== Dataset extract ==
----------------------------------------

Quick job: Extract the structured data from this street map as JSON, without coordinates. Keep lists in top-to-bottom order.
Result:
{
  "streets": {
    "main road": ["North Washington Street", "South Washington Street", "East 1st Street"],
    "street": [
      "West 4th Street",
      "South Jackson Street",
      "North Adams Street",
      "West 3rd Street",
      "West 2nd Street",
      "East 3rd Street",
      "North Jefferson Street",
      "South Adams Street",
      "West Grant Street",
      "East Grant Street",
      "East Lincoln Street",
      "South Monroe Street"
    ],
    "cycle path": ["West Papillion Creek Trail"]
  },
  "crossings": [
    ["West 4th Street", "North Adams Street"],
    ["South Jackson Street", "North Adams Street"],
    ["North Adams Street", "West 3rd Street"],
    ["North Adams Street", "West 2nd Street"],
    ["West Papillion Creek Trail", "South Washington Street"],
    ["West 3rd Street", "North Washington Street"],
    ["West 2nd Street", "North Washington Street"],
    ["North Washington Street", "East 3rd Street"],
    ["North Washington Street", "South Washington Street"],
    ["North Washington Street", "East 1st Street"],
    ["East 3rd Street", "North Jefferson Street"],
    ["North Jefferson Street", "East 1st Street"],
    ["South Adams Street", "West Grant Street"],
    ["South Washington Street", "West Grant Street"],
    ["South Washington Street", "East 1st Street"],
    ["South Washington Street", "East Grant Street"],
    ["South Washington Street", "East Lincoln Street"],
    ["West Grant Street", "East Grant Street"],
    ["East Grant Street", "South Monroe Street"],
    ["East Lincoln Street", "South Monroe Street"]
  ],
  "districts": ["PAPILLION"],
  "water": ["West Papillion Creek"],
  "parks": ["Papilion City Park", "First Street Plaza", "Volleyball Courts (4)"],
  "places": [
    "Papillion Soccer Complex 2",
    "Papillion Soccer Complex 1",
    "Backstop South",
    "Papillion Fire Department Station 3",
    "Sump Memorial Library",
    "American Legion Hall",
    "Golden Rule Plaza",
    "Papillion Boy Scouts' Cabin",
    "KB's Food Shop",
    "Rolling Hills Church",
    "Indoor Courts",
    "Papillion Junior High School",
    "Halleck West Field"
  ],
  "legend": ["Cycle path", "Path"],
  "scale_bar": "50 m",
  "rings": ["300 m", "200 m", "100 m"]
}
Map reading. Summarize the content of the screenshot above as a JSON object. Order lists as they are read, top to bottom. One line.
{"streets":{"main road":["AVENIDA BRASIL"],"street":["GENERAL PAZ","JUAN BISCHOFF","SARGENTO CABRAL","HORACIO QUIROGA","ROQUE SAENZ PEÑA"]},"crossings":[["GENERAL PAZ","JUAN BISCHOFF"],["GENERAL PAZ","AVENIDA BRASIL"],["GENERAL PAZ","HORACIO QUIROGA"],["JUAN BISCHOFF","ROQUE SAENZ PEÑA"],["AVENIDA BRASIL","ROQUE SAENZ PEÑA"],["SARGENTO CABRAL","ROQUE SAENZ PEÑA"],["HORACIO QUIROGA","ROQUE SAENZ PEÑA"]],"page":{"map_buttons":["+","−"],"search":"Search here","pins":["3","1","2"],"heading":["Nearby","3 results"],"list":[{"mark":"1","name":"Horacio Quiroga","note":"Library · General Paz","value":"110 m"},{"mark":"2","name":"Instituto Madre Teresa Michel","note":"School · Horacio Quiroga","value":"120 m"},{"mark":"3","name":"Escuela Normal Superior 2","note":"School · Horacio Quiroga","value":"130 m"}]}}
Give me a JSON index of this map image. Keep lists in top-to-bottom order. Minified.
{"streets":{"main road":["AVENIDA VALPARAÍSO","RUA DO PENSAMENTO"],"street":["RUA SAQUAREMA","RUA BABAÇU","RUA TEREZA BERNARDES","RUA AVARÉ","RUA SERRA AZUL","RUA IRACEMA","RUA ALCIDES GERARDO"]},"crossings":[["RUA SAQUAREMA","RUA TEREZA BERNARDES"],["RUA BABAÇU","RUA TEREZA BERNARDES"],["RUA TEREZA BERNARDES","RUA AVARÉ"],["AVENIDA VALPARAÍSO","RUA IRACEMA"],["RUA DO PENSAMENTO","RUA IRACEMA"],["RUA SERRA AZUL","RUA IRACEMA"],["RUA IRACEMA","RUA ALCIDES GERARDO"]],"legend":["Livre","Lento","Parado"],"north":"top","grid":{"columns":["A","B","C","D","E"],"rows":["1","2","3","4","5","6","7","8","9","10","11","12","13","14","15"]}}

----------------------------------------

== What the task requires ==
All of the material above needs to be transcribed verbatim.

== Solution to the exercise ==
Quick job: Extract the structured data from this street map as JSON, without coordinates. Keep lists in top-to-bottom order.
Result:
{
  "streets": {
    "main road": ["North Washington Street", "South Washington Street", "East 1st Street"],
    "street": [
      "West 4th Street",
      "South Jackson Street",
      "North Adams Street",
      "West 3rd Street",
      "West 2nd Street",
      "East 3rd Street",
      "North Jefferson Street",
      "South Adams Street",
      "West Grant Street",
      "East Grant Street",
      "East Lincoln Street",
      "South Monroe Street"
    ],
    "cycle path": ["West Papillion Creek Trail"]
  },
  "crossings": [
    ["West 4th Street", "North Adams Street"],
    ["South Jackson Street", "North Adams Street"],
    ["North Adams Street", "West 3rd Street"],
    ["North Adams Street", "West 2nd Street"],
    ["West Papillion Creek Trail", "South Washington Street"],
    ["West 3rd Street", "North Washington Street"],
    ["West 2nd Street", "North Washington Street"],
    ["North Washington Street", "East 3rd Street"],
    ["North Washington Street", "South Washington Street"],
    ["North Washington Street", "East 1st Street"],
    ["East 3rd Street", "North Jefferson Street"],
    ["North Jefferson Street", "East 1st Street"],
    ["South Adams Street", "West Grant Street"],
    ["South Washington Street", "West Grant Street"],
    ["South Washington Street", "East 1st Street"],
    ["South Washington Street", "East Grant Street"],
    ["South Washington Street", "East Lincoln Street"],
    ["West Grant Street", "East Grant Street"],
    ["East Grant Street", "South Monroe Street"],
    ["East Lincoln Street", "South Monroe Street"]
  ],
  "districts": ["PAPILLION"],
  "water": ["West Papillion Creek"],
  "parks": ["Papilion City Park", "First Street Plaza", "Volleyball Courts (4)"],
  "places": [
    "Papillion Soccer Complex 2",
    "Papillion Soccer Complex 1",
    "Backstop South",
    "Papillion Fire Department Station 3",
    "Sump Memorial Library",
    "American Legion Hall",
    "Golden Rule Plaza",
    "Papillion Boy Scouts' Cabin",
    "KB's Food Shop",
    "Rolling Hills Church",
    "Indoor Courts",
    "Papillion Junior High School",
    "Halleck West Field"
  ],
  "legend": ["Cycle path", "Path"],
  "scale_bar": "50 m",
  "rings": ["300 m", "200 m", "100 m"]
}
Map reading. Summarize the content of the screenshot above as a JSON object. Order lists as they are read, top to bottom. One line.
{"streets":{"main road":["AVENIDA BRASIL"],"street":["GENERAL PAZ","JUAN BISCHOFF","SARGENTO CABRAL","HORACIO QUIROGA","ROQUE SAENZ PEÑA"]},"crossings":[["GENERAL PAZ","JUAN BISCHOFF"],["GENERAL PAZ","AVENIDA BRASIL"],["GENERAL PAZ","HORACIO QUIROGA"],["JUAN BISCHOFF","ROQUE SAENZ PEÑA"],["AVENIDA BRASIL","ROQUE SAENZ PEÑA"],["SARGENTO CABRAL","ROQUE SAENZ PEÑA"],["HORACIO QUIROGA","ROQUE SAENZ PEÑA"]],"page":{"map_buttons":["+","−"],"search":"Search here","pins":["3","1","2"],"heading":["Nearby","3 results"],"list":[{"mark":"1","name":"Horacio Quiroga","note":"Library · General Paz","value":"110 m"},{"mark":"2","name":"Instituto Madre Teresa Michel","note":"School · Horacio Quiroga","value":"120 m"},{"mark":"3","name":"Escuela Normal Superior 2","note":"School · Horacio Quiroga","value":"130 m"}]}}
Give me a JSON index of this map image. Keep lists in top-to-bottom order. Minified.
{"streets":{"main road":["AVENIDA VALPARAÍSO","RUA DO PENSAMENTO"],"street":["RUA SAQUAREMA","RUA BABAÇU","RUA TEREZA BERNARDES","RUA AVARÉ","RUA SERRA AZUL","RUA IRACEMA","RUA ALCIDES GERARDO"]},"crossings":[["RUA SAQUAREMA","RUA TEREZA BERNARDES"],["RUA BABAÇU","RUA TEREZA BERNARDES"],["RUA TEREZA BERNARDES","RUA AVARÉ"],["AVENIDA VALPARAÍSO","RUA IRACEMA"],["RUA DO PENSAMENTO","RUA IRACEMA"],["RUA SERRA AZUL","RUA IRACEMA"],["RUA IRACEMA","RUA ALCIDES GERARDO"]],"legend":["Livre","Lento","Parado"],"north":"top","grid":{"columns":["A","B","C","D","E"],"rows":["1","2","3","4","5","6","7","8","9","10","11","12","13","14","15"]}}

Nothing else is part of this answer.